The Stormers noted that Loader could cover the back-three, had a good kicking game and footwork. Most of all he was tough, breaking tackles. “Real x-factor,” as Dobson puts it. “The game in Cape Town he almost brought them back from the dead to win it. Our wings at the Stormers have to be strikers, we don’t have the multi-phase team – we want real x-factor in the back-three.”

As London Irish neared the end the Stormers made their move. “We knew all the focus would be on other guys like Arundell, whereas we thought the best guy out of the lot of them was Loader,” reveals Dobson. When there was still faint hope that Irish might survive, Loader asked the Stormers to wait. Then, when Irish were liquidated, Loader asked the Stormers to stall again.

“He said; ‘I don’t want to be the first guy to leave the ship. I want to make sure most of my team-mates are OK before I commit’. I thought that was pure class. We were offering him a straight gig in Cape Town on a reasonable salary, and he stalled on us just to give London Irish every chance, to check most of the squad were OK. That’s what really sold him to us,” explains Dobson.

“I could be wrong here, but I think he was very traumatised with what happened to London Irish. With us he is completely invested in the squad, the group. I presume he was the same there. But it’s not an easy thing to come to Cape Town. He saw the bigger picture. Our big change at the Stormers in the last couple of years is that we are playing for the people of Cape Town, and he completely gets that. He gets that we’re a poor region, that people are making sacrifices to come and watch our games. He has exceeded all our expectations, but mostly as a person.”

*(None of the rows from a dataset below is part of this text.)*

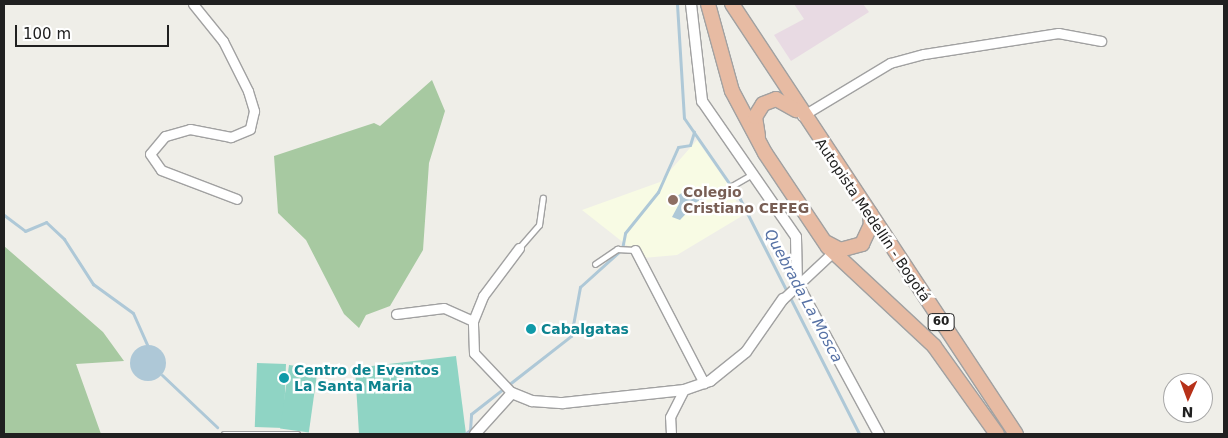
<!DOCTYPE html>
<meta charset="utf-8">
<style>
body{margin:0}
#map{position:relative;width:1228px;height:438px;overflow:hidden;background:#efeee8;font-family:"DejaVu Sans",sans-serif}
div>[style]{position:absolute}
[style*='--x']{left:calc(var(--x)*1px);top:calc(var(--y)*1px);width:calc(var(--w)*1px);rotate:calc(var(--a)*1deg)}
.industrial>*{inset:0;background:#e8dae3}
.education>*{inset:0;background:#f8fbe4}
.forest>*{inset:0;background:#a7c9a1}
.pitch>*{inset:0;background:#8fd4c4;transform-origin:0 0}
.water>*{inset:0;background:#aec8d7}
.round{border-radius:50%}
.stream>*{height:3px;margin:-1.5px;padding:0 1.5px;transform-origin:1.5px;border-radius:1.5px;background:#aec8d7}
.roads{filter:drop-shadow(1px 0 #a1a1a1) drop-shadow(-1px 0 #a1a1a1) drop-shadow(0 1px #a1a1a1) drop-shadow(0 -1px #a1a1a1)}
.service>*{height:4.5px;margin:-2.25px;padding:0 2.25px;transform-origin:2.25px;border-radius:2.25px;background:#fff}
.minor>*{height:9px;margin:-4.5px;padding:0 4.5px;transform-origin:4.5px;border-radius:4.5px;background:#fff}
.tertiary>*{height:10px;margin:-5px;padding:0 5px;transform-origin:5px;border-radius:5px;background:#fff}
.trunk>*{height:14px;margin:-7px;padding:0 7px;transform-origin:7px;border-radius:7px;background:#e7bba3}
.dots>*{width:14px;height:14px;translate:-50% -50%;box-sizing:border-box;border:2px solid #fff;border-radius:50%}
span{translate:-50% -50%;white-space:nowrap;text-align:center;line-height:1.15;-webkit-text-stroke:5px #fff;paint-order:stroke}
.shield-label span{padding:1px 4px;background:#fff;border:1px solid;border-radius:4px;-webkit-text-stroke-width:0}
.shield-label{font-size:12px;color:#202020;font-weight:700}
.education-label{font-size:14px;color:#785e54;font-weight:700}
.left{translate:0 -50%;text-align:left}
.street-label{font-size:14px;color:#202020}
.culture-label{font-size:14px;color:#0d838f;font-weight:700}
.water-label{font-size:15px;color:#5772a5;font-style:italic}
.frame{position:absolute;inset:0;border:5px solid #202020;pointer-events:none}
.north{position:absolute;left:1163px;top:373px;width:50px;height:50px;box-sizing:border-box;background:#fff;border:1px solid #a6a6a6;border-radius:50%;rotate:182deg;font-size:14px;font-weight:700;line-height:20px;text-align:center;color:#202020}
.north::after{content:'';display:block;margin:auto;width:18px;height:22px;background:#b73119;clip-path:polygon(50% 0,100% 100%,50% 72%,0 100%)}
.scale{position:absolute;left:15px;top:25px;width:154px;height:22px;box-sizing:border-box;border:2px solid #202020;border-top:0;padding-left:6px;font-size:15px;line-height:18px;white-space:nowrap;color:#202020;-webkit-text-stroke:4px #fff;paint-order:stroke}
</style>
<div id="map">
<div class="industrial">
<i style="clip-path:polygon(794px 4px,863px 4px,869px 12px,791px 61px,774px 35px,804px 19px)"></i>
</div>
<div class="education">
<i style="clip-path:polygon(697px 140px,732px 190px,742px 216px,677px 255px,643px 258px,582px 210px,660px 182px)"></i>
</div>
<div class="forest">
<i style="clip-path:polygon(432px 80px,445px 111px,429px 163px,423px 250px,390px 306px,366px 315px,359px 328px,344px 314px,306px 240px,278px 213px,274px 156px,374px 123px,380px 126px)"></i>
<i style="clip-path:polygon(4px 246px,103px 332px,124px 361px,76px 364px,101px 434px,4px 434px)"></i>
</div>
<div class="pitch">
<i style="clip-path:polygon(456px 356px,466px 434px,359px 434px,355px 368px)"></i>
<i style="left:257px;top:363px;width:29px;height:64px;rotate:2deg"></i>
<i style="left:289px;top:365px;width:29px;height:64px;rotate:8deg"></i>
</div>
<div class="water">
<i style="clip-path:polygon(688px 189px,704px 194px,704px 201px,698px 201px,680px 220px,672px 217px,679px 204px,677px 196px)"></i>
<i class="round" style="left:130px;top:345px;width:36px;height:36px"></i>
</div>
<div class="stream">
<i style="--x:677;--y:4;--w:114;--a:86.5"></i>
<i style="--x:684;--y:118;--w:98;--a:55.3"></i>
<i style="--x:740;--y:199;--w:263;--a:63.1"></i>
<i style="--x:4;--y:215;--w:26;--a:37"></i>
<i style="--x:25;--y:231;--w:23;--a:-23"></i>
<i style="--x:46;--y:222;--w:25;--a:43"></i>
<i style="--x:64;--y:239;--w:54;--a:57.2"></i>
<i style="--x:93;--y:284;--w:49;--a:35.9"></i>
<i style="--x:133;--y:313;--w:37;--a:66"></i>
<i style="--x:162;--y:375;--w:76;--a:43.4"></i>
<i style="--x:465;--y:434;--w:6;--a:-39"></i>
<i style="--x:470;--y:430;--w:16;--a:-86"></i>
<i style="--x:471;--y:414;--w:127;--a:-38"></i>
<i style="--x:571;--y:336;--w:50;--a:-79.6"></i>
<i style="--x:580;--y:287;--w:57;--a:-42.1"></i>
<i style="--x:622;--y:249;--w:16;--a:-79"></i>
<i style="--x:625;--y:233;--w:53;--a:-51.2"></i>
<i style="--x:658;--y:192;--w:49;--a:-66"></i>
<i style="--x:678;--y:147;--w:12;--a:-9"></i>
<i style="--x:690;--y:145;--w:14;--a:-73"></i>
</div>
<div class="roads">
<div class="service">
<i style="--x:730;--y:187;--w:24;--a:-30"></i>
<i style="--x:519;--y:248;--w:30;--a:-49"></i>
<i style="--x:539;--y:225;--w:27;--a:-82"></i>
<i style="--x:595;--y:264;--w:27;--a:-34"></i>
<i style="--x:617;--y:249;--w:18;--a:3"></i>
<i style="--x:224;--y:434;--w:74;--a:0"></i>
</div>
<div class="minor">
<i style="--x:193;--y:4;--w:48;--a:51"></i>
<i style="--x:223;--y:41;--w:56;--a:63.4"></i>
<i style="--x:248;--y:91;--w:21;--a:73"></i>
<i style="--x:254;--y:111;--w:18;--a:103"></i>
<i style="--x:250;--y:129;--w:21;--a:157"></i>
<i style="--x:231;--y:137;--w:42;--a:-169"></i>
<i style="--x:190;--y:129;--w:26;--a:164"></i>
<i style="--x:165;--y:136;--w:23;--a:130"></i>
<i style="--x:150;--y:154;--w:19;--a:55"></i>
<i style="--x:161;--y:170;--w:81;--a:20.9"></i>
<i style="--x:802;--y:116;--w:103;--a:-31.1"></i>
<i style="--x:890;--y:63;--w:35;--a:-15"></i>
<i style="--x:924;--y:54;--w:136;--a:-8.9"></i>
<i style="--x:1058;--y:33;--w:44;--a:10.5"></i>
<i style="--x:635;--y:250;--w:150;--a:62.6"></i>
<i style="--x:783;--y:299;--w:69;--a:-43.2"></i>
<i style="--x:396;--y:314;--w:48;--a:-7.1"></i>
<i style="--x:444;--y:308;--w:32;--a:24"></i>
<i style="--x:512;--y:393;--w:55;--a:-133.5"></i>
<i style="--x:474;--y:353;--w:32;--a:-92"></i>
<i style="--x:473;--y:321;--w:27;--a:-68"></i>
<i style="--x:483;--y:296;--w:60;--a:-53.1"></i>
<i style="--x:671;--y:434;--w:17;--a:-93"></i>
<i style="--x:670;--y:417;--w:30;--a:-63"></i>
</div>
<div class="tertiary">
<i style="--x:691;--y:4;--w:98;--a:83.5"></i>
<i style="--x:702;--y:101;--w:165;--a:55.3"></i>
<i style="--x:796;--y:237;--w:46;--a:88.8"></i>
<i style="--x:797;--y:283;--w:172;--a:61.5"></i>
<i style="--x:475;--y:434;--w:55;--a:-47.9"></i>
<i style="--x:512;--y:393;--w:22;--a:22"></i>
<i style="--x:532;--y:401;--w:31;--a:4"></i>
<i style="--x:563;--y:403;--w:122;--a:-6.1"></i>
<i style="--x:684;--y:390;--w:28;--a:-19"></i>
<i style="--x:710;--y:381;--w:46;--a:-38.9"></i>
<i style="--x:746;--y:352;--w:65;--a:-55.1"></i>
</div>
<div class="trunk">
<i style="--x:708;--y:4;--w:90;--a:74.6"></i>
<i style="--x:732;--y:91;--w:70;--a:62"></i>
<i style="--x:765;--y:153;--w:113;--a:56.2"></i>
<i style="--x:828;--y:247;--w:145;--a:43"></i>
<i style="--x:934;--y:346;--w:108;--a:54.4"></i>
<i style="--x:732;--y:4;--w:515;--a:56.56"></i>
<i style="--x:758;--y:136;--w:19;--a:-99"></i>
<i style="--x:755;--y:117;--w:15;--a:-58"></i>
<i style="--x:763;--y:104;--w:14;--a:-21"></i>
<i style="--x:776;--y:99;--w:23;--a:29"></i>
<i style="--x:827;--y:243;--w:15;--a:28"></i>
<i style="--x:840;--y:250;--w:23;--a:-15"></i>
<i style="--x:862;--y:244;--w:21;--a:-65"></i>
<i style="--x:871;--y:225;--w:12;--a:-95"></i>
</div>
</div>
<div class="dots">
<i style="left:673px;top:200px;background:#8d6e63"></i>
<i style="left:531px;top:329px;background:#0f9aa8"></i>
<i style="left:284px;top:378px;background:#0f9aa8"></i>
</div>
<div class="shield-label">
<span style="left:941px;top:322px">60</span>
</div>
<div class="education-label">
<span class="left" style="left:683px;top:200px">Colegio<br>Cristiano CEFEG</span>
</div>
<div class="street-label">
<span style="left:873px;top:220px;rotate:56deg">Autopista Medellín - Bogotá</span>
</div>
<div class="culture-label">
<span class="left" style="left:541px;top:329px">Cabalgatas</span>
<span class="left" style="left:294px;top:378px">Centro de Eventos<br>La Santa Maria</span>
</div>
<div class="water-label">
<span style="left:803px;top:296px;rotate:62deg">Quebrada La Mosca</span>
</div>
<div class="frame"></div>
<div class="north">N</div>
<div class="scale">100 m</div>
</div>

‘I still have the ambition to play for England’

It should be stressed Loader has not given up on playing for England, far from it. His deal with the Stormers runs for two seasons and a return to the Premiership seems certain at some stage. Loader explains: “I still have the ambition to play for England one day. Coming here was not me closing the door on that opportunity. If anything it was to further myself, my game, and test myself against the best players and teams in the world. Whenever I come back, I’ll be coming back a better player.”

There is no chance that Loader ends up playing for South Africa. Yet Dobson makes an interesting point about Loader’s credentials and ability to play at the top of the game.

“If he wants to stay here and plays like he is for a few years, he would be good enough to be in the Springbok alignment camps. He is not going to play for South Africa, his heart is in England, but that’s the level we think he is at. If you are a starting wing regularly for the Stormers, you would be involved in some form of Springbok mix at some stage. Ben is definitely capable of playing Test rugby.”

Loader winning an England cap would be some story. Seeing him immerse himself into a move which few would choose to make, into an experience which “is not only making me a better rugby player but also a better person”, as he puts it, is rather heartwarming. A welcome sign that something good has come out of London Irish’s desperate demise.